What is needed is an exact copy of the whole listing below, with no pictures.

■ **Provided entries**
_ _ _ _

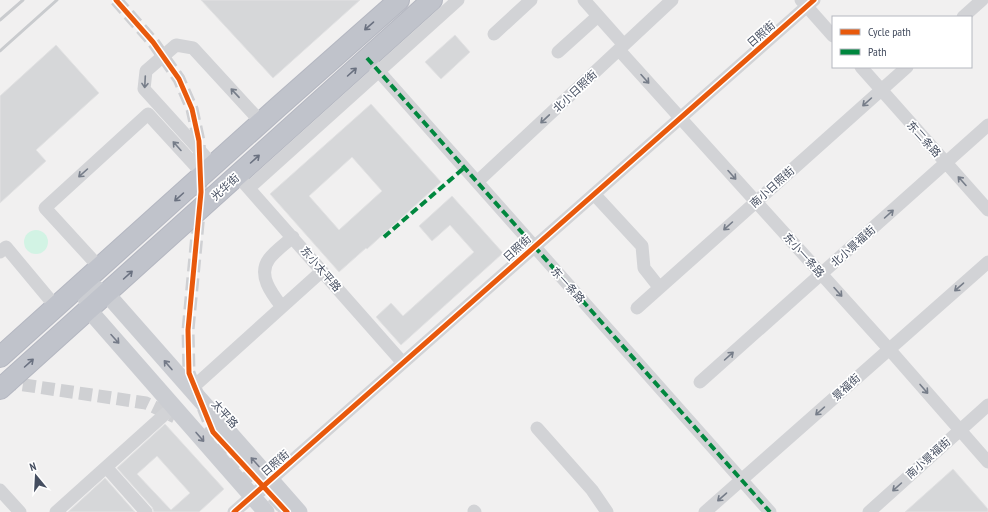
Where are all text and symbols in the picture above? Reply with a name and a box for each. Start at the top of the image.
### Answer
legend [832,16,972,68]
street label: 日照街 [744,18,778,50]
one-way arrow [364,21,375,30]
text: Cycle path [868,24,911,39]
text: Path [868,44,886,59]
one-way arrow [347,67,357,77]
street label: 北小日照街 [550,67,600,115]
one-way arrow [640,73,649,84]
one-way arrow [141,75,149,88]
one-way arrow [230,88,240,98]
one-way arrow [862,98,872,107]
one-way arrow [540,114,550,123]
street label: 东二条路 [904,118,944,160]
one-way arrow [173,141,182,151]
one-way arrow [250,155,261,164]
street label: 南小日照街 [747,163,797,211]
one-way arrow [78,168,89,177]
one-way arrow [727,170,737,180]
street label: 光华街 [208,171,242,203]
one-way arrow [957,176,967,186]
one-way arrow [173,192,184,201]
one-way arrow [883,209,894,218]
one-way arrow [724,221,734,230]
street label: 北小景福街 [828,222,878,270]
street label: 东小一条路 [780,230,828,280]
street label: 日照街 [500,232,534,264]
street label: 东小太平路 [298,244,344,294]
street label: 东一条路 [548,264,588,306]
one-way arrow [123,270,133,279]
one-way arrow [953,283,964,292]
one-way arrow [833,287,842,298]
one-way arrow [110,334,119,345]
one-way arrow [724,352,734,361]
one-way arrow [24,358,34,368]
one-way arrow [164,359,173,370]
street label: 景福街 [829,371,863,403]
one-way arrow [920,384,929,395]
street label: 太平路 [209,397,241,431]
one-way arrow [814,406,825,415]
one-way arrow [196,432,205,442]
street label: 南小景福街 [903,434,953,482]
street label: 日照街 [258,447,292,479]
north arrow [16,456,56,496]
one-way arrow [250,456,259,467]
text: N [28,459,38,474]
one-way arrow [892,482,902,491]
one-way arrow [718,492,728,501]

_ _ _ _

■ **Output for this task**
Where are all text and symbols in the picture above? Reply with a name and a box for each. Start at the top of the image.
### Answer
legend [832,16,972,68]
street label: 日照街 [744,18,778,50]
one-way arrow [364,21,375,30]
text: Cycle path [868,24,911,39]
text: Path [868,44,886,59]
one-way arrow [347,67,357,77]
street label: 北小日照街 [550,67,600,115]
one-way arrow [640,73,649,84]
one-way arrow [141,75,149,88]
one-way arrow [230,88,240,98]
one-way arrow [862,98,872,107]
one-way arrow [540,114,550,123]
street label: 东二条路 [904,118,944,160]
one-way arrow [173,141,182,151]
one-way arrow [250,155,261,164]
street label: 南小日照街 [747,163,797,211]
one-way arrow [78,168,89,177]
one-way arrow [727,170,737,180]
street label: 光华街 [208,171,242,203]
one-way arrow [957,176,967,186]
one-way arrow [173,192,184,201]
one-way arrow [883,209,894,218]
one-way arrow [724,221,734,230]
street label: 北小景福街 [828,222,878,270]
street label: 东小一条路 [780,230,828,280]
street label: 日照街 [500,232,534,264]
street label: 东小太平路 [298,244,344,294]
street label: 东一条路 [548,264,588,306]
one-way arrow [123,270,133,279]
one-way arrow [953,283,964,292]
one-way arrow [833,287,842,298]
one-way arrow [110,334,119,345]
one-way arrow [724,352,734,361]
one-way arrow [24,358,34,368]
one-way arrow [164,359,173,370]
street label: 景福街 [829,371,863,403]
one-way arrow [920,384,929,395]
street label: 太平路 [209,397,241,431]
one-way arrow [814,406,825,415]
one-way arrow [196,432,205,442]
street label: 南小景福街 [903,434,953,482]
street label: 日照街 [258,447,292,479]
north arrow [16,456,56,496]
one-way arrow [250,456,259,467]
text: N [28,459,38,474]
one-way arrow [892,482,902,491]
one-way arrow [718,492,728,501]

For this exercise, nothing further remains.